Throwback Tulsa: Oklahoma City is selected as state Capitol by majority vote of the people 114 years ago today

Throwback Tulsa: Oklahoma City is selected as state Capitol by majority vote of the people 114 years ago today

114 years ago today, Oklahoma voters approved Oklahoma City as the new capital.

At the stroke of midnight on June 12, 1910, then-Oklahoma Gov. Charles N. Haskell signed a document declaring the capital of the 2-year-old state was now in Oklahoma City, and the state seal was whisked out of Guthrie for a “wild 30-mile automobile ride” to the new capital.

The action came slightly more than 24 hours after Haskell had ordered the state militia to arrest Logan County Sheriff J.W. Mahoney, disarm him and throw him in jail because Mahoney had posted guards in an attempt to prevent the removal of the capital from Guthrie.

“I have simply done my duty,” Haskell was quoted in the June 14, 1910, Tulsa World. “The capital is now in Oklahoma City.”

While the state’s voters voted on a capitol city, there was no Capitol to house the state government at the time, and it had to be lodged in the Huckins Hotel.
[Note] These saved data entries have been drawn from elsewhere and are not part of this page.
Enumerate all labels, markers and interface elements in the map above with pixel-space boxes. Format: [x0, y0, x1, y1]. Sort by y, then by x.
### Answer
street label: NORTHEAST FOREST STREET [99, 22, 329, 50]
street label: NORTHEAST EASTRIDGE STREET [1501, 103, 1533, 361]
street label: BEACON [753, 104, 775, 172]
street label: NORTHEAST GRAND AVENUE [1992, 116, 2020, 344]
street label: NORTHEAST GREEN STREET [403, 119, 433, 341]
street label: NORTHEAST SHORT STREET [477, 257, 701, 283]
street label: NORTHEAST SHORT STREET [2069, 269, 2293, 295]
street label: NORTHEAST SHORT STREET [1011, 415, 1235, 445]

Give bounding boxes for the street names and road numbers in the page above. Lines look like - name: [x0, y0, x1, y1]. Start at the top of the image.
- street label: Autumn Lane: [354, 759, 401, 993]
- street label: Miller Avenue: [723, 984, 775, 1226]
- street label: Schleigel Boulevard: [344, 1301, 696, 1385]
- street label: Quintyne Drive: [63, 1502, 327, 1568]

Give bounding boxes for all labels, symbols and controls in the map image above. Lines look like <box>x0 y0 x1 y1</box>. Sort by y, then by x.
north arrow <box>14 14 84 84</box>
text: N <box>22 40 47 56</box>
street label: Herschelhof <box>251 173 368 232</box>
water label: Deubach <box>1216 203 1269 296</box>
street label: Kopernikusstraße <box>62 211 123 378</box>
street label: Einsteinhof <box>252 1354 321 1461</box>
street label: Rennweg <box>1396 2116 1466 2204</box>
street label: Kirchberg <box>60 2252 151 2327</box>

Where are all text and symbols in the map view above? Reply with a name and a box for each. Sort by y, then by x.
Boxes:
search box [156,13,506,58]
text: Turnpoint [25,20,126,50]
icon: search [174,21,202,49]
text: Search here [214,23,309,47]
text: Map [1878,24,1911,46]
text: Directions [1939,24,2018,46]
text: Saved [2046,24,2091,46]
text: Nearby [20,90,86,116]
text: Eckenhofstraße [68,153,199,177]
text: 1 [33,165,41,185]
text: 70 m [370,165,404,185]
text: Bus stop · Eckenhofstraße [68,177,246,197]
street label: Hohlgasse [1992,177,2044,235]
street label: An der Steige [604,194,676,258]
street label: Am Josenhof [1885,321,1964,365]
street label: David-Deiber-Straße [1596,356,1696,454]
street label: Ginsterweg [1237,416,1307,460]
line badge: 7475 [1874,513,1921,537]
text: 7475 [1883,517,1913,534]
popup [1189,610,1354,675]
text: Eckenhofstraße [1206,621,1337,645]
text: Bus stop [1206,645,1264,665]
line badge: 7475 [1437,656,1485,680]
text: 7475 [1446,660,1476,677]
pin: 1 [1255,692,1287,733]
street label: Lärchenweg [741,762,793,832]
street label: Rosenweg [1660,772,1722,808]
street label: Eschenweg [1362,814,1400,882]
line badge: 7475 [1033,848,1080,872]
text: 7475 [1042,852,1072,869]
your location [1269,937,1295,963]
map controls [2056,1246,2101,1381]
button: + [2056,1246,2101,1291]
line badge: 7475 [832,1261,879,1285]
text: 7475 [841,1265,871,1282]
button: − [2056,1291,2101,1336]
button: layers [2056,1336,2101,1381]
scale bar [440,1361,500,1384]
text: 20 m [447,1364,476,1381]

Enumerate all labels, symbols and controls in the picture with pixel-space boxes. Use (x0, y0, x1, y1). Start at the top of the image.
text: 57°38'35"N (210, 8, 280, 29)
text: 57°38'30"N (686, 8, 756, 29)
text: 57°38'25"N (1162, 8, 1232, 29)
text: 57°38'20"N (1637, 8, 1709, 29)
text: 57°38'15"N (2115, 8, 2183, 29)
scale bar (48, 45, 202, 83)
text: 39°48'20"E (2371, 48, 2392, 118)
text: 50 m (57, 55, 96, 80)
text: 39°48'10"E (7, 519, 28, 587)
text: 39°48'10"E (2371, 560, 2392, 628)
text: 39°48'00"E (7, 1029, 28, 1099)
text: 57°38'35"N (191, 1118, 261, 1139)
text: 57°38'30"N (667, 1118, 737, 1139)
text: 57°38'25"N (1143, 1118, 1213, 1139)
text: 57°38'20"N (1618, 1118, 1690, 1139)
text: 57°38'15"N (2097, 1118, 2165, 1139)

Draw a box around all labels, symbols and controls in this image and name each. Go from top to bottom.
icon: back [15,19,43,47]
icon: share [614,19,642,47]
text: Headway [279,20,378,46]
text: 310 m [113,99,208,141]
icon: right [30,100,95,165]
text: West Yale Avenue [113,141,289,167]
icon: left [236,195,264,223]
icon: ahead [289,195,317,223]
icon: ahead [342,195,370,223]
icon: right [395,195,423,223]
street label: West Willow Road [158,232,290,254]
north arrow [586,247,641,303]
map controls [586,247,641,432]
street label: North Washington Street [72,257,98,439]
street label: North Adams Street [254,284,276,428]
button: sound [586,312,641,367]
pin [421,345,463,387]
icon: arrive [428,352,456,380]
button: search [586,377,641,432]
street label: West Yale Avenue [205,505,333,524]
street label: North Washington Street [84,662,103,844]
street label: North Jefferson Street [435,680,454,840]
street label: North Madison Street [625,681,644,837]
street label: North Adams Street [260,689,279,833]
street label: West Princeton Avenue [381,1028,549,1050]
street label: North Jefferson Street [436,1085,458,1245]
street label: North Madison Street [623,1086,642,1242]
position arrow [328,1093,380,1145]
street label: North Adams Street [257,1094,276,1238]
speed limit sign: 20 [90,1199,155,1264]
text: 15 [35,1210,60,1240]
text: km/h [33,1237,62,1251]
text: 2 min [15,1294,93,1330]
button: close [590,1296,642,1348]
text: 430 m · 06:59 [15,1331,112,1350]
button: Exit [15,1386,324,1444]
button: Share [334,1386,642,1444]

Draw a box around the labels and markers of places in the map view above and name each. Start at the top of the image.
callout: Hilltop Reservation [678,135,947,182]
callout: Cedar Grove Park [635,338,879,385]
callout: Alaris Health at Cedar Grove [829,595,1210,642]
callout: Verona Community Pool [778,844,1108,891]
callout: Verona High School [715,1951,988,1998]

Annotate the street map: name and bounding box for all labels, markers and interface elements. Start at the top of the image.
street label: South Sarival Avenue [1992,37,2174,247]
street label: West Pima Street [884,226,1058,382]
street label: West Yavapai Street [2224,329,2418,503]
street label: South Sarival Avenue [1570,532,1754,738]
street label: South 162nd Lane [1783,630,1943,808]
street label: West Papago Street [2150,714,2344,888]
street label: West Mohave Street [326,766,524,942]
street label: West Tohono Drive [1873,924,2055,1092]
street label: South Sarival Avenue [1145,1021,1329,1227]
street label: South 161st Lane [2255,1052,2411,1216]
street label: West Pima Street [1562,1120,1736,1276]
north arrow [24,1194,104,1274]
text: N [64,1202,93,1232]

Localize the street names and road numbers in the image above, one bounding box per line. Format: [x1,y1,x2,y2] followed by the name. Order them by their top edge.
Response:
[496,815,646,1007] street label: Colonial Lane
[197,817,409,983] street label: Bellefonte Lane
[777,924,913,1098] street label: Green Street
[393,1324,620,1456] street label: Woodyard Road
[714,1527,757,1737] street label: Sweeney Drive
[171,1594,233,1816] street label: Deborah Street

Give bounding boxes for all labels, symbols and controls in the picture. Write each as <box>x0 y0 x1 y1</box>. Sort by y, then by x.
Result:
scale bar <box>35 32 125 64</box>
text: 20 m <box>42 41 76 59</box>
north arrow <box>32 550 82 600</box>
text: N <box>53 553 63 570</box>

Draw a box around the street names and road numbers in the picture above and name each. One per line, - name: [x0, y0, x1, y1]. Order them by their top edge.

Opponents, including the Tulsa World, cried foul, claiming the capital was stolen from Guthrie.

The World’s story about the move said a pledge repeated “in every speech and in its own and hired newspapers” in Oklahoma City was that no attempt would be made to move the government until after 1913 and a suitable Capitol would be ready.

“This is the first repudiation of plighted word,” the World said and warned, “Watch for the next.”

On the state’s 95th birthday in 2002, officials dedicated Oklahoma’s Capitol dome.